It’s an interesting perspective, but I’m not sure I agree with everything said. Two of the (many) points I’ll touch on are (:
- One of the points the article made was that investing in index funds creates complacency within companies, so the companies would not see the need to be competitive with one another to drive more growth. I would disagree with that, because there are different criteria to be a part of different indexes. So i think companies would still want strive to be qualified in certain indexes that would best give them brand recognition.
- The article used past performance to predict future events - which is a no-no in the stock market. It’s true that many more people are realizing the beauty of passively managed index funds. But what happened starting March 2020 was that more money has been invested in the stock market since the pandemic - Americans invested more in the past 5-6 months than in the last 12 years. So while more money is being transferred into index funds from other investments, more new money is also being put into the stock market – I would be interested to see the ratio between the two amounts. Plus, with the new money in the stock market just within the past year, a lot of it comes from retail investors who wants to take on the hedge fund managers (e.g., Wallstreetbets and GME)…

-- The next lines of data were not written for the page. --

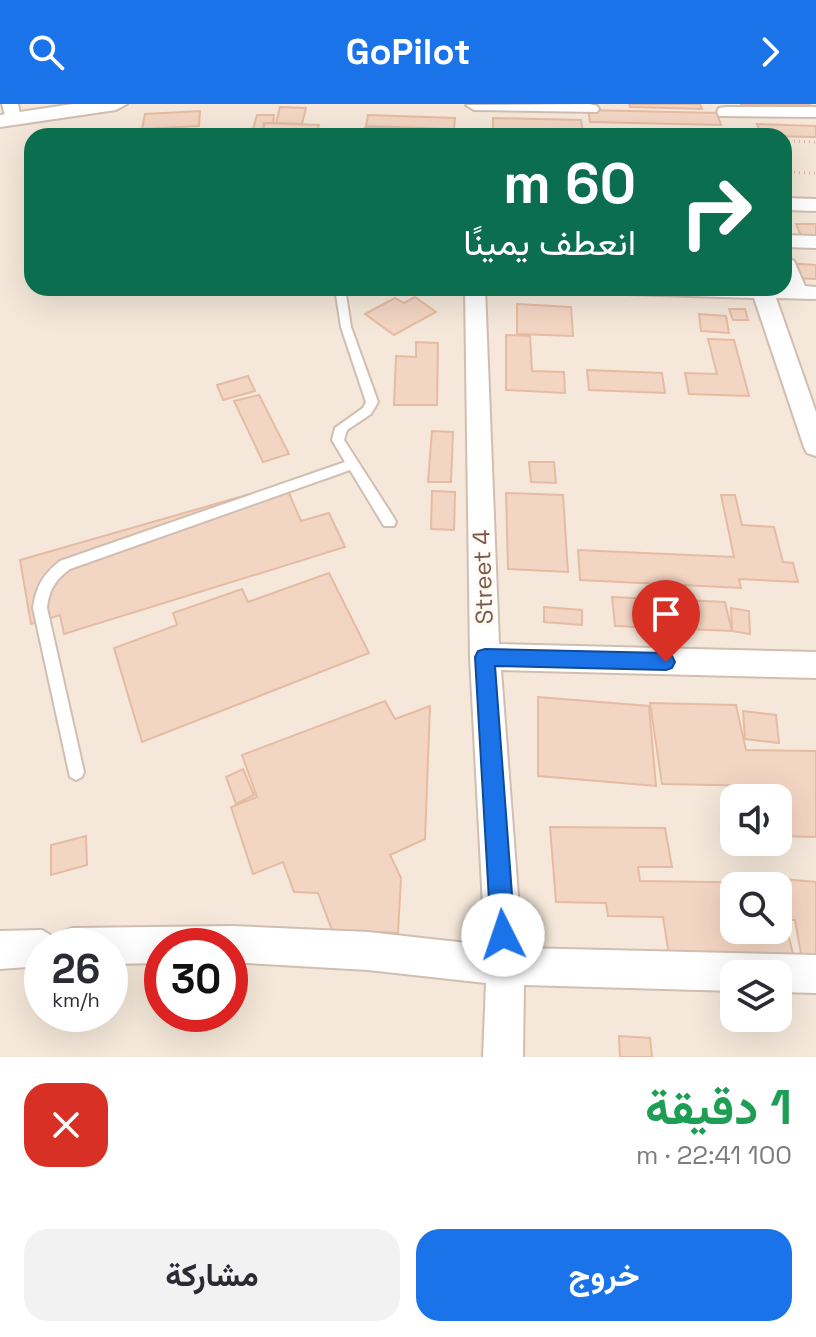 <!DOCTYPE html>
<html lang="ar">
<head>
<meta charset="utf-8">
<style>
  :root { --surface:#fff; --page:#f2f2f3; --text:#2b2b33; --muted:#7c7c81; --accent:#1a73e8 }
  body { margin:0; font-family:"Space Grotesk",Vazirmatn,sans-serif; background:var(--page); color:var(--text); direction:rtl; height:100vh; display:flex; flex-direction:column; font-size:30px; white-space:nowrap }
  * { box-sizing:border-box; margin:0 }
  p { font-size:26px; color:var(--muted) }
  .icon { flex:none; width:44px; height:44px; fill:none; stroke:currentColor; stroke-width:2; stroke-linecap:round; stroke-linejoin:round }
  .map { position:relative; height:953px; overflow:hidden; direction:ltr }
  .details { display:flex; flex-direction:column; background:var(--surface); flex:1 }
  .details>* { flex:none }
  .hud { position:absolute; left:24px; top:24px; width:768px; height:168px; border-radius:24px; box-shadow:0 8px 32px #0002; direction:rtl; background:#0b6e4f; color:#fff; overflow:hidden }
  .fabs { position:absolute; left:720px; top:680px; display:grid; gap:16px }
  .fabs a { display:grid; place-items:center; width:72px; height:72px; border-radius:16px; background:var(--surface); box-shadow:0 8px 32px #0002; font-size:40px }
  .speed { position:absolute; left:24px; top:824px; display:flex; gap:16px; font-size:40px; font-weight:700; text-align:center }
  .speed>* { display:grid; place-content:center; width:104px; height:104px; border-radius:50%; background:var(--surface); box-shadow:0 8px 32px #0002; line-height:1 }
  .speed small { font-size:20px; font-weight:400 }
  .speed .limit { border:12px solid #d22; background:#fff; color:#111 }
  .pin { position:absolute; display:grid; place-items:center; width:68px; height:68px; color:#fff; margin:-82px -34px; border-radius:50% 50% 50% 0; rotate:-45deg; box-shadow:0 0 8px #0007 }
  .pin .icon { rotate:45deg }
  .me { position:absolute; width:88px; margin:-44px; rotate:356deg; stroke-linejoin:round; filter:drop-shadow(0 0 6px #0008) }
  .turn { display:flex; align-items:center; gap:28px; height:168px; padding:0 24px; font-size:36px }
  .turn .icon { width:104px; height:104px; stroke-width:2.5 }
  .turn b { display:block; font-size:56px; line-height:68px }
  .round { display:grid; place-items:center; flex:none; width:84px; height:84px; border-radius:24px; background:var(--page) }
  .overview { display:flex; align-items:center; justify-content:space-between; height:136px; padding:0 24px }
  h1 { font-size:48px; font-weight:700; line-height:60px; color:#1e9e55 }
  .button { display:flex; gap:16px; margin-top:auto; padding:16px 24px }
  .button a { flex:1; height:92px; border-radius:24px; background:var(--accent); color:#fff; font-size:32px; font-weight:700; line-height:92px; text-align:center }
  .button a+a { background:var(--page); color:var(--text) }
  header { display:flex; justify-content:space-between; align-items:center; height:104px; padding:0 24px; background:var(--accent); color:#fff; font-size:36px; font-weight:700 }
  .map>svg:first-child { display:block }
</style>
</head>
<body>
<header><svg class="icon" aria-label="forward" viewBox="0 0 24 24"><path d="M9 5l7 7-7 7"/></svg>GoPilot<svg class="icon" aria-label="search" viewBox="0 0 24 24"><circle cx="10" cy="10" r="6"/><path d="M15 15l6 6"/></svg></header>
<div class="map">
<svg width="816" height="953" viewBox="0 0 816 953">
  <rect width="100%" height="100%" fill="#fdf6ec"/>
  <path fill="#f5e8da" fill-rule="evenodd" d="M0,0H816V953H0ZM32,32H784V184H32ZM734,694H778V738H734ZM734,782H778V826H734ZM42,842H110V910H42ZM162,842H230V910H162ZM734,870H778V914H734Z"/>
  <g fill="#f3d5c3" stroke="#e6bba3" stroke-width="2">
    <polygon points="629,0 700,0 702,5 630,3"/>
    <polygon points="741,0 810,0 812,5 742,3"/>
    <polygon points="280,3 306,4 302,20 276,19"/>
    <polygon points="588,6 717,9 721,21 590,18"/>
    <polygon points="200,7 199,22 142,25 145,10"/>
    <polygon points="257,11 274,11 273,19 264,19 263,25 253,25"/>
    <polygon points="368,11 455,14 454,25 366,22"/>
    <polygon points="493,14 581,16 583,28 493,26"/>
    <polygon points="265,19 319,21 316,32 261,32"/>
    <polygon points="757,20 816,22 816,33 761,32"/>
    <polygon points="796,120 816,120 816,135 802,134"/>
    <polygon points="786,159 816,161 816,175 791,174"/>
    <polygon points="415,193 436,208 394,231 365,210 395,194 404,199"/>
    <polygon points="517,200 571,203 573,232 517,230"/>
    <polygon points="729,205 745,205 748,216 733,216"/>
    <polygon points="699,210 726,212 729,229 701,227"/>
    <polygon points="506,231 530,232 532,267 564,268 565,289 506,286"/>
    <polygon points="708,235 734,236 749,292 689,290 685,269 717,270"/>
    <polygon points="416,238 438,239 437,301 394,301 396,252 416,253"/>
    <polygon points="587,266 662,269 665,289 589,286"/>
    <polygon points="248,272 255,287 223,296 217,281"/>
    <polygon points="259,291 289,350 263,358 234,297"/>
    <polygon points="432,327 453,328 451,378 428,378"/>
    <polygon points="529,358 554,358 556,379 531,378"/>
    <polygon points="285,380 301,417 329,409 345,443 64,530 60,511 31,520 20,456"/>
    <polygon points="432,387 455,388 454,426 431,425"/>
    <polygon points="506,389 563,391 568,468 508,465"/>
    <polygon points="721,391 735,391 742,421 774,423 783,458 793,459 798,478 739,475 741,484 580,476 578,446 734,453"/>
    <polygon points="329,469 369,549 142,638 114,544 177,521 173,509 242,485 248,498"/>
    <polygon points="612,493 725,498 732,527 615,522"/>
    <polygon points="544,503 582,506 582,521 544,518"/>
    <polygon points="731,504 749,507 750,530 732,527"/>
    <polygon points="538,593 649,602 656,682 538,672"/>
    <polygon points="385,597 395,615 430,602 425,735 390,751 401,774 398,829 332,826 318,789 294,788 283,758 253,770 231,703 257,693 242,651"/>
    <polygon points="650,599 736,601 746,646 816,647 816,733 778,732 778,694 769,694 766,682 662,680"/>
    <polygon points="743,607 776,611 779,639 745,635"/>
    <polygon points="243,665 254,691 236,700 226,673"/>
    <polygon points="550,723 665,724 672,763 638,763 640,777 776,779 776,782 734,782 734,826 778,826 778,788 800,879 778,878 778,870 734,870 734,878 673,877 663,813 608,812 606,799 556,798"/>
    <polygon points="86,732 87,761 51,771 51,741"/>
    <polygon points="783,775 816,778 816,879 806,878 795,816 791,816"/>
    <polygon points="619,932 650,934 652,953 620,953"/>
  </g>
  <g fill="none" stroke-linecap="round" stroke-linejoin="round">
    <defs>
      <g id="service">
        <polygon points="235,29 239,32 230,32 231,30"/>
        <path d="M335,184H345L351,223L378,298L371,310L347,326L344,336L394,414L396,418L394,422H384L350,366L70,465C55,476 49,486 47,504L84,668L82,673L76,676L70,673L33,504C36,483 43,470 60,457L345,358L332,336L335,324L363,304L366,298L341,223Z"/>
      </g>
      <g id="minor">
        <polygon points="2,0 18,0 21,15 19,19 7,19"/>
        <polygon points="589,0 597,2 599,5 597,8 474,6 466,1"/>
        <polygon points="725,3 816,3 816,13 719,12 717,8 719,4"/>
        <polygon points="371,24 466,27 475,32 365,32 365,25"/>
        <polygon points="784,94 816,95 816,107 784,106"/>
        <polygon points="784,131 816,132 816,144 784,143"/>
        <polygon points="784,151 794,157 805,182 816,183 816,195 776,194 816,308 816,352 807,349 804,343 754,194 627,190 617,184 784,184"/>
        <polygon points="465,184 485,184 499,540 816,548 816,574 501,566 522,844 816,851 816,889 778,888 778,870 734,870 734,887 524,881 523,953 483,953 486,879 368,866 230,858 230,842 162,842 162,859 110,860 110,842 42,842 42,862 0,865 0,827 42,826 57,835 59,829 72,824 232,822 368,828 485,841 470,553"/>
      </g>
      <polygon id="tertiary" points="73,0 127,0 116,6 0,23 0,11"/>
    </defs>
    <use href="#service" stroke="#d1beb0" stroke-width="4"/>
    <use href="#minor" stroke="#d1beb0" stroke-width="4"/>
    <use href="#tertiary" stroke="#d1beb0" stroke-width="4"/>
    <g stroke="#d9b8a5" stroke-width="3" stroke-dasharray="1 4" stroke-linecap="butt">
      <polyline points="594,26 724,29"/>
      <polyline points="784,37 816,38"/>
      <polyline points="784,68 816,69"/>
    </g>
    <use href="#service" fill="#fff" fill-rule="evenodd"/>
    <use href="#minor" fill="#fff" fill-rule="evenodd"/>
    <use href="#tertiary" fill="#fff" fill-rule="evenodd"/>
  </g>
  <polygon fill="#1a73e8" stroke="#114b97" stroke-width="2" points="485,545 666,549 672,552 675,558 672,564 666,566 495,562 515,831 511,839 503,843 494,839 491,831 475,553 478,547"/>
  <g text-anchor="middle" stroke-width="6" stroke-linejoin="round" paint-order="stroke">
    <g font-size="24" fill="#7a5c4d" stroke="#fffaf3">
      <text transform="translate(483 473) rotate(-92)" y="8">Street 4</text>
    </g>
  </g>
</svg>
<div class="fabs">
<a><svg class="icon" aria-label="sound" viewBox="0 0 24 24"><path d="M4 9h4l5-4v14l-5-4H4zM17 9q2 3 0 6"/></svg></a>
<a><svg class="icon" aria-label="search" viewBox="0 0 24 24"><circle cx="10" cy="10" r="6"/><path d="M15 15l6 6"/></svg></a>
<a><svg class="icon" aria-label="layers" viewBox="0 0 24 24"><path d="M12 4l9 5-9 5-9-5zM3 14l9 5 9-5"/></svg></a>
</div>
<div class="speed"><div>26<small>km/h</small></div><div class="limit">30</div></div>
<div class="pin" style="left:666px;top:558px;background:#d93025"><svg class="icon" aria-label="arrive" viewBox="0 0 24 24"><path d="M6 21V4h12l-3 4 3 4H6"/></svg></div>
<svg class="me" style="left:503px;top:831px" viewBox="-20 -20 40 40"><circle r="19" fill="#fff"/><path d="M0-13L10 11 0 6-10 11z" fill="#1a73e8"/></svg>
<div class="hud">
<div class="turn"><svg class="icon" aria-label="right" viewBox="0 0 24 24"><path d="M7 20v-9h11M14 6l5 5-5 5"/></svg><div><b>60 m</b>انعطف يمينًا</div></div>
</div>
</div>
<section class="details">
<div class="overview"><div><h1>1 دقيقة</h1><p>100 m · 22:41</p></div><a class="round" style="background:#d93025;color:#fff"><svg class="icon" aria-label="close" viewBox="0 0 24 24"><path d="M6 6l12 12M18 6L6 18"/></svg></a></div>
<div class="button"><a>خروج</a><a>مشاركة</a></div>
</section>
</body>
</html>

From my opinion, index funds isn’t and won’t harm the economy - it will harm the profit of actively managed fund managers though. I believe that retail investors will drive the economy in the (far) future and not the hedge funds managers. And until nobody else buys a lottery ticket, there will still be people buying individual stocks (and not just index funds) - it’s human nature to test your luck. Index funds is just a safe diversification strategy.
Thank you for always providing a well-thought-out response!